By way of background, in 2013, the 2nd U.S. Circuit Court of
Appeals upheld an earlier ruling by the U.S. District Court for the Southern
District of New York to dismiss this case, Rinehart
v. Akers. That ruling was based on the presumption of prudence established
in a 1995 decision in Moench v. Robertson.
However, following the U.S. Supreme Court’s decision in Fifth
Third v. Dudenhoeffer, invalidating the presumption of prudence, the
Supreme Court retroactively sent current case back to the 2nd Circuit, which then
sent the case back to the district court.

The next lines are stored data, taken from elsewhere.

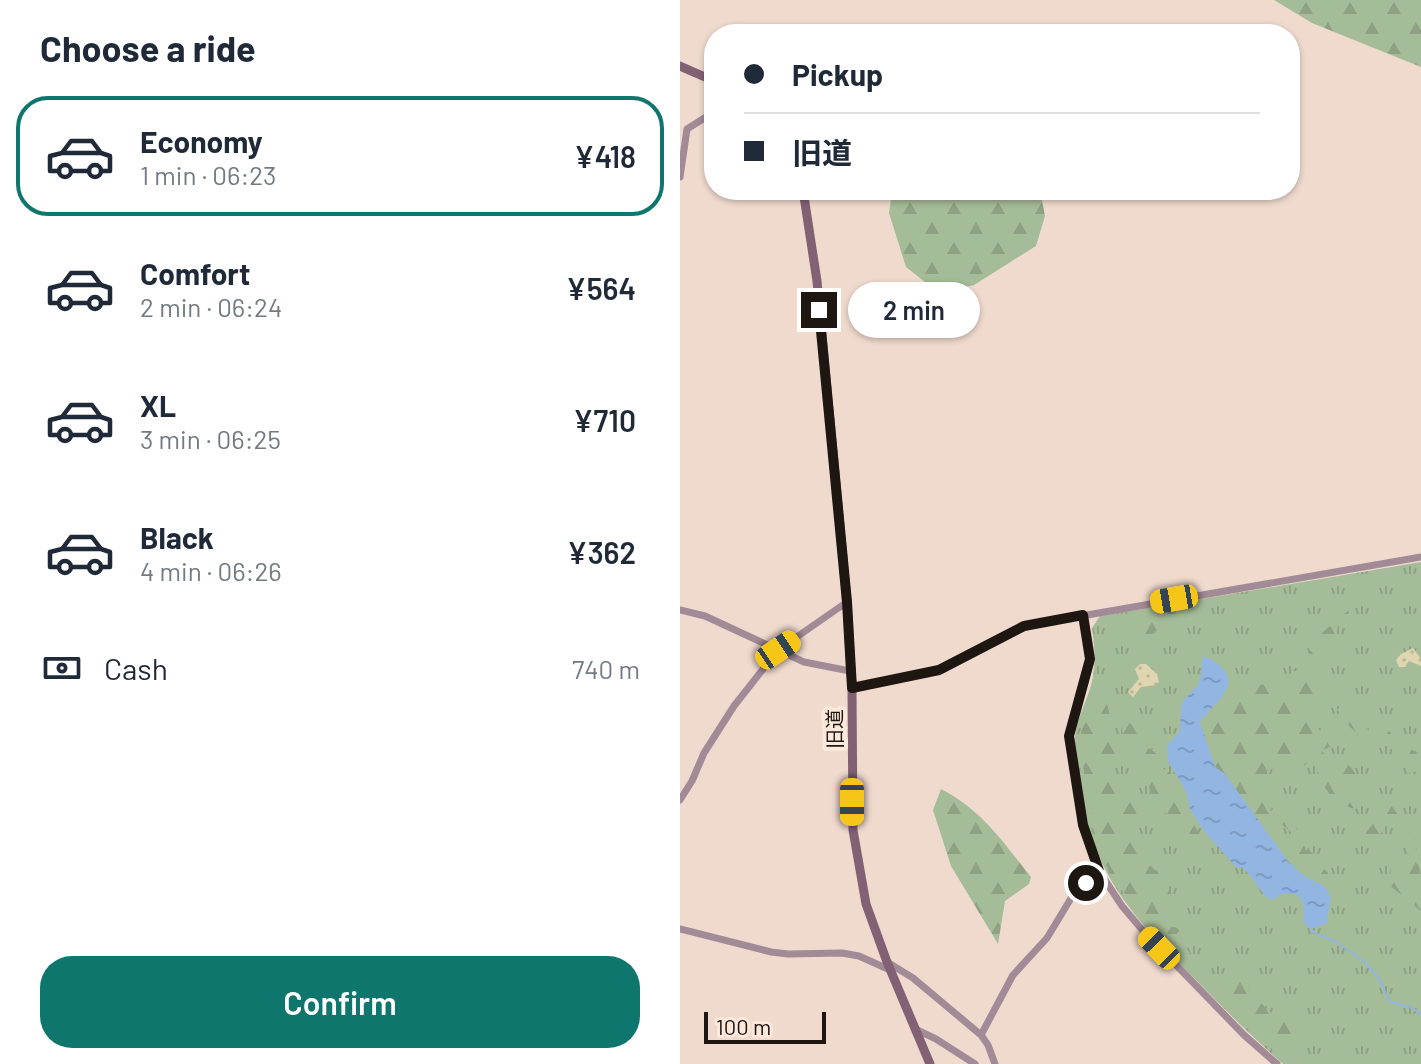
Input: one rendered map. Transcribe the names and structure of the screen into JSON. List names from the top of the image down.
{
  "streets": {
    "street": ["旧道"]
  },
  "scale_bar": "100 m",
  "page": {
    "heading": "Choose a ride",
    "banner": ["Pickup", "旧道"],
    "list": [
      {
        "name": "Economy",
        "note": "1 min · 06:23",
        "value": "¥418"
      },
      {
        "name": "Comfort",
        "note": "2 min · 06:24",
        "value": "¥564"
      },
      {
        "name": "XL",
        "note": "3 min · 06:25",
        "value": "¥710"
      },
      {
        "name": "Black",
        "note": "4 min · 06:26",
        "value": "¥362"
      }
    ],
    "bubble": "2 min",
    "pay": ["Cash", "740 m"],
    "buttons": "Confirm",
    "scale": "100 m"
  }
}
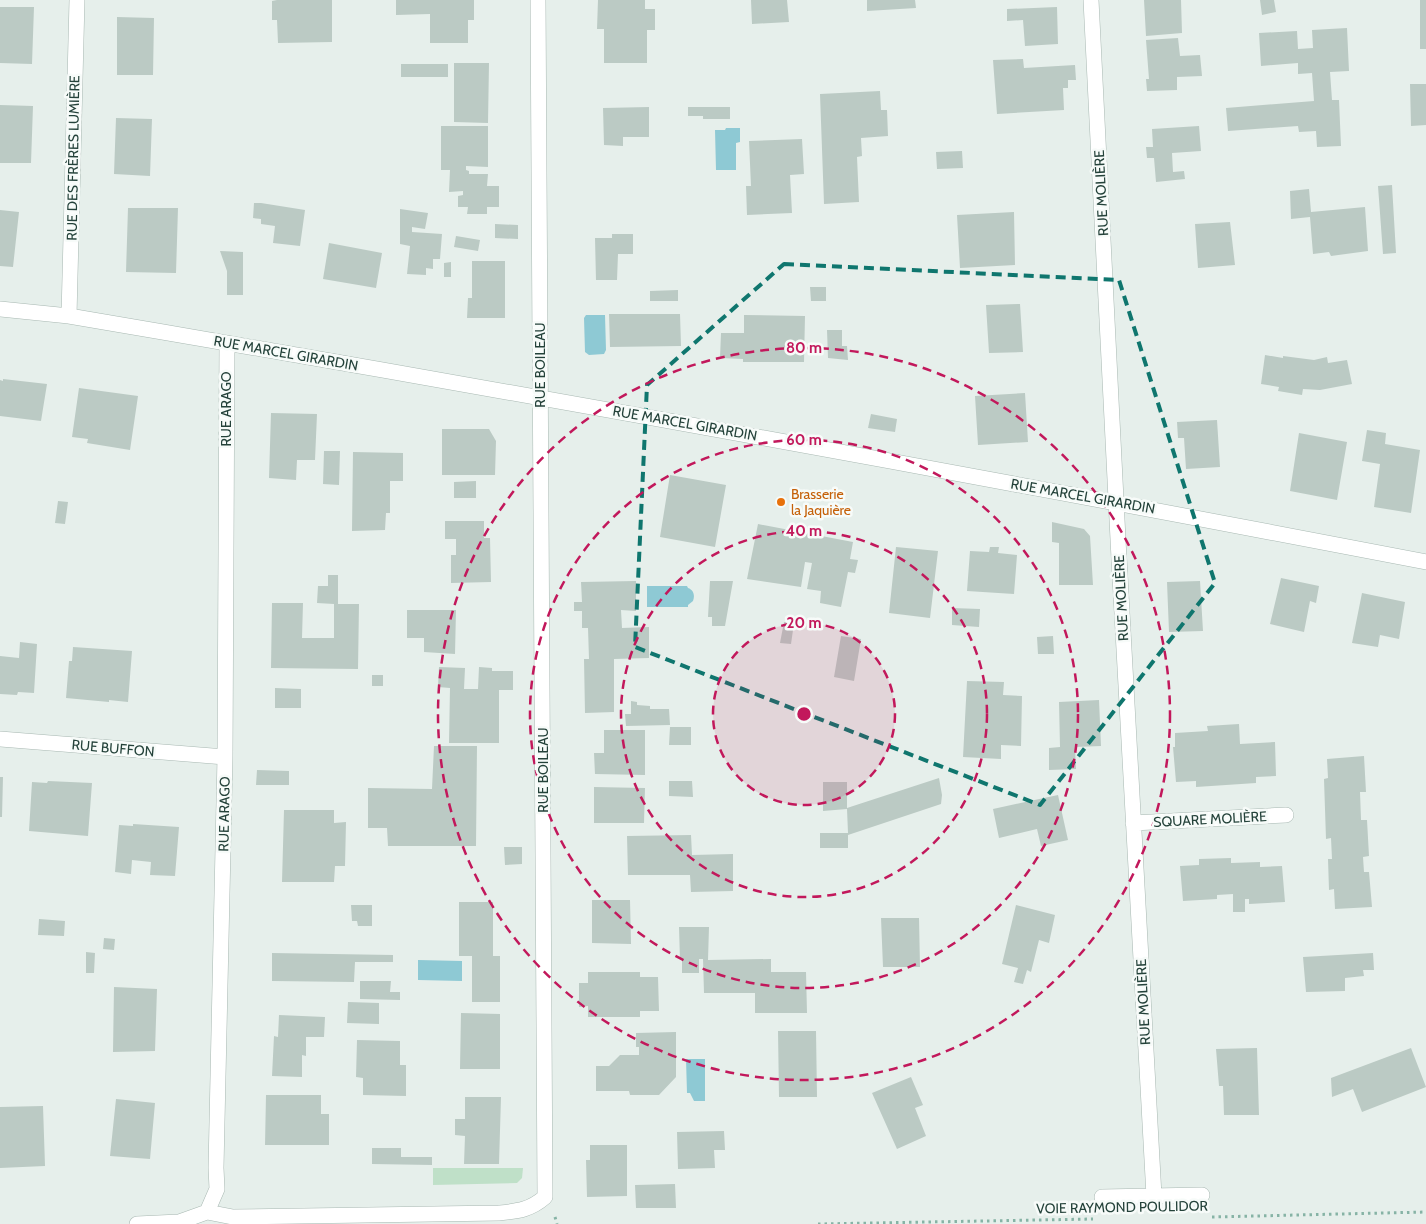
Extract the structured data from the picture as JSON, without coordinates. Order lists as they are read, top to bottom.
{
  "streets": {
    "street": [
      "RUE DES FRÈRES LUMIÈRE",
      "RUE MOLIÈRE",
      "RUE MARCEL GIRARDIN",
      "RUE BOILEAU",
      "RUE ARAGO",
      "RUE BUFFON",
      "SQUARE MOLIÈRE"
    ],
    "path": ["VOIE RAYMOND POULIDOR"]
  },
  "crossings": [
    ["RUE DES FRÈRES LUMIÈRE", "RUE MARCEL GIRARDIN"],
    ["RUE MOLIÈRE", "RUE MARCEL GIRARDIN"],
    ["RUE MOLIÈRE", "SQUARE MOLIÈRE"],
    ["RUE MARCEL GIRARDIN", "RUE BOILEAU"],
    ["RUE MARCEL GIRARDIN", "RUE ARAGO"],
    ["RUE BOILEAU", "RUE ARAGO"],
    ["RUE ARAGO", "RUE BUFFON"]
  ],
  "places": ["Brasserie la Jaquière"],
  "rings": [
    "80 m",
    "60 m",
    "40 m",
    "20 m"
  ]
}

Subsequent to a district court ruling and appeal, the appellate court noted that, while the
Supreme Court made clear in Fifth Third
that there should be no special presumption of prudence for employee stock
ownership plan (ESOP) fiduciaries, “allegations that a fiduciary should have
recognized from publicly available information alone that the market was over-
or under-valuing stock are implausible as a general rule, at least in the
absence of special circumstances.” In addition, for claims alleging a fiduciary
breach based on non-public information, the high court held that plaintiffs
must plausibly allege an alternative action fiduciaries could have taken and
would not have viewed as more harmful to the plan than helpful.
As in the courts’ earlier decisions, the 2nd
Circuit rejected the plaintiffs’ argument that their case included “special
circumstances,” pointing to Securities and Exchange Commission (SEC) orders
issued in July 2008 prohibiting the short-selling of securities of certain
financial institutions, including Lehman. The appellate court also rejected
the plaintiffs’ argument that had the retirement plan committee conducted an
appropriate independent investigation into the riskiness of Lehman stock, it
would have uncovered non-public information revealing the imprudence of
investing in the stock.
It seems that the final decision form the appellate court
was indeed sound, as the Supreme Court will let it stand.
By using this site you agree to our network wide Privacy Policy.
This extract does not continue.